> [EXERCISE DESCRIPTION]: Please retype the entries that follow exactly as they are, leaving the images behind.

[Dataset entries]

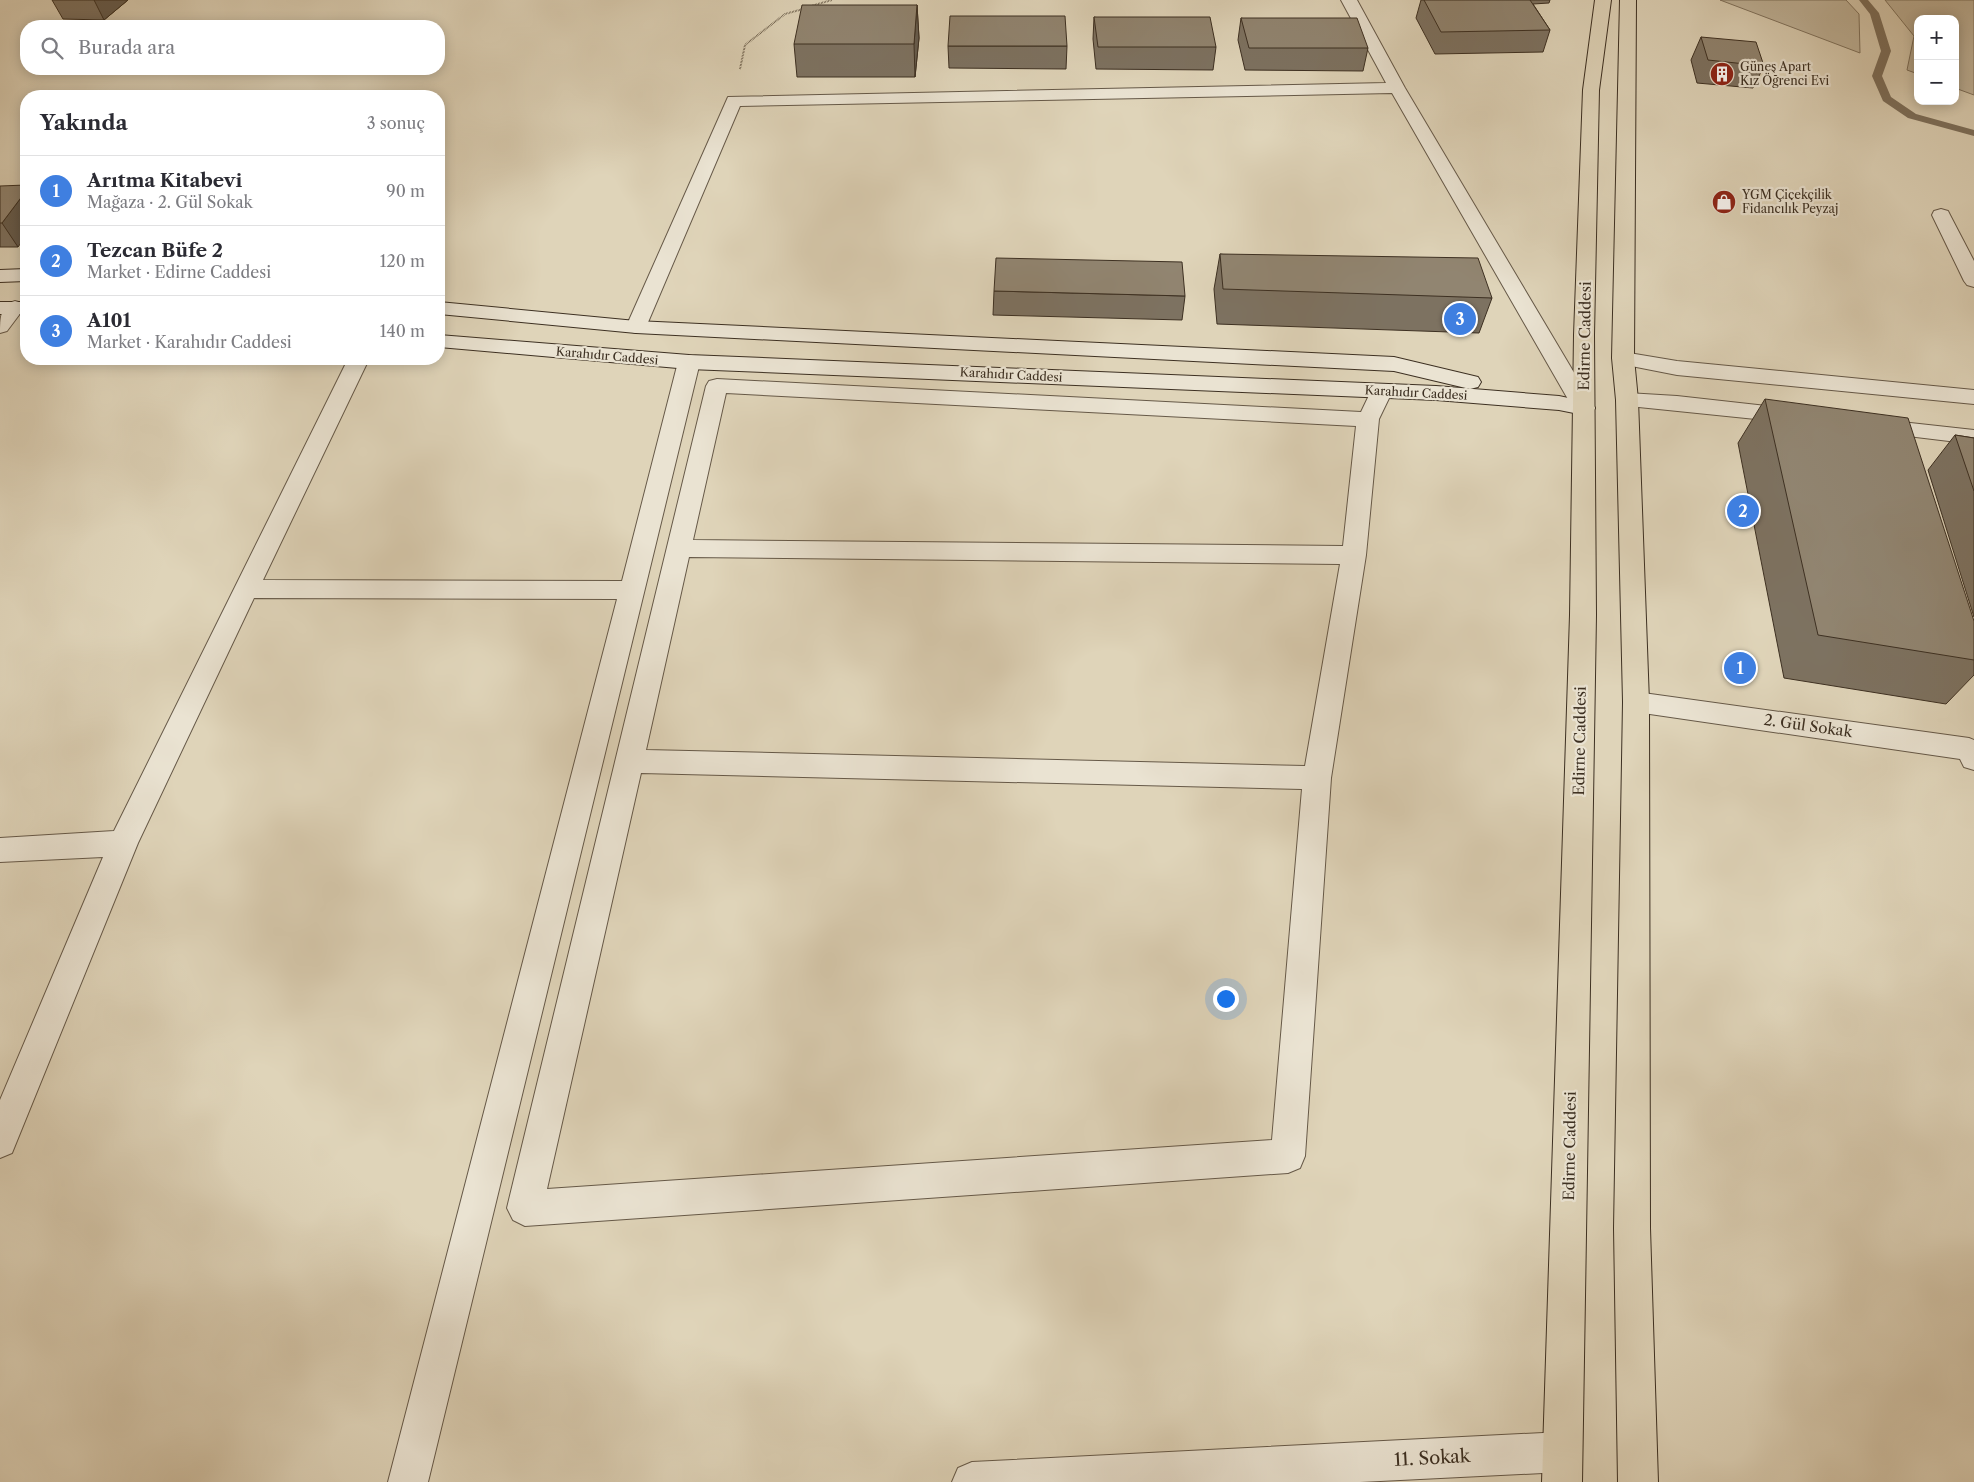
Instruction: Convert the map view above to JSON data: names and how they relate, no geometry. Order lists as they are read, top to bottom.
{
  "streets": {
    "highway": ["Edirne Caddesi"],
    "street": ["Karahıdır Caddesi", "2. Gül Sokak", "11. Sokak"]
  },
  "crossings": [
    ["Edirne Caddesi", "Karahıdır Caddesi"],
    ["Edirne Caddesi", "11. Sokak"]
  ],
  "places": {
    "building": ["Güneş Apart Kız Öğrenci Evi"],
    "shop": ["YGM Çiçekçilik Fidancılık Peyzaj"]
  },
  "page": {
    "map_buttons": ["+", "−"],
    "search": "Burada ara",
    "heading": ["Yakında", "3 sonuç"],
    "list": [
      {
        "mark": "1",
        "name": "Arıtma Kitabevi",
        "note": "Mağaza · 2. Gül Sokak",
        "value": "90 m"
      },
      {
        "mark": "2",
        "name": "Tezcan Büfe 2",
        "note": "Market · Edirne Caddesi",
        "value": "120 m"
      },
      {
        "mark": "3",
        "name": "A101",
        "note": "Market · Karahıdır Caddesi",
        "value": "140 m"
      }
    ],
    "pins": ["3", "2", "1"]
  }
}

> [SOLUTION BELOW]:
Instruction: Convert the map view above to JSON data: names and how they relate, no geometry. Order lists as they are read, top to bottom.
{
  "streets": {
    "highway": ["Edirne Caddesi"],
    "street": ["Karahıdır Caddesi", "2. Gül Sokak", "11. Sokak"]
  },
  "crossings": [
    ["Edirne Caddesi", "Karahıdır Caddesi"],
    ["Edirne Caddesi", "11. Sokak"]
  ],
  "places": {
    "building": ["Güneş Apart Kız Öğrenci Evi"],
    "shop": ["YGM Çiçekçilik Fidancılık Peyzaj"]
  },
  "page": {
    "map_buttons": ["+", "−"],
    "search": "Burada ara",
    "heading": ["Yakında", "3 sonuç"],
    "list": [
      {
        "mark": "1",
        "name": "Arıtma Kitabevi",
        "note": "Mağaza · 2. Gül Sokak",
        "value": "90 m"
      },
      {
        "mark": "2",
        "name": "Tezcan Büfe 2",
        "note": "Market · Edirne Caddesi",
        "value": "120 m"
      },
      {
        "mark": "3",
        "name": "A101",
        "note": "Market · Karahıdır Caddesi",
        "value": "140 m"
      }
    ],
    "pins": ["3", "2", "1"]
  }
}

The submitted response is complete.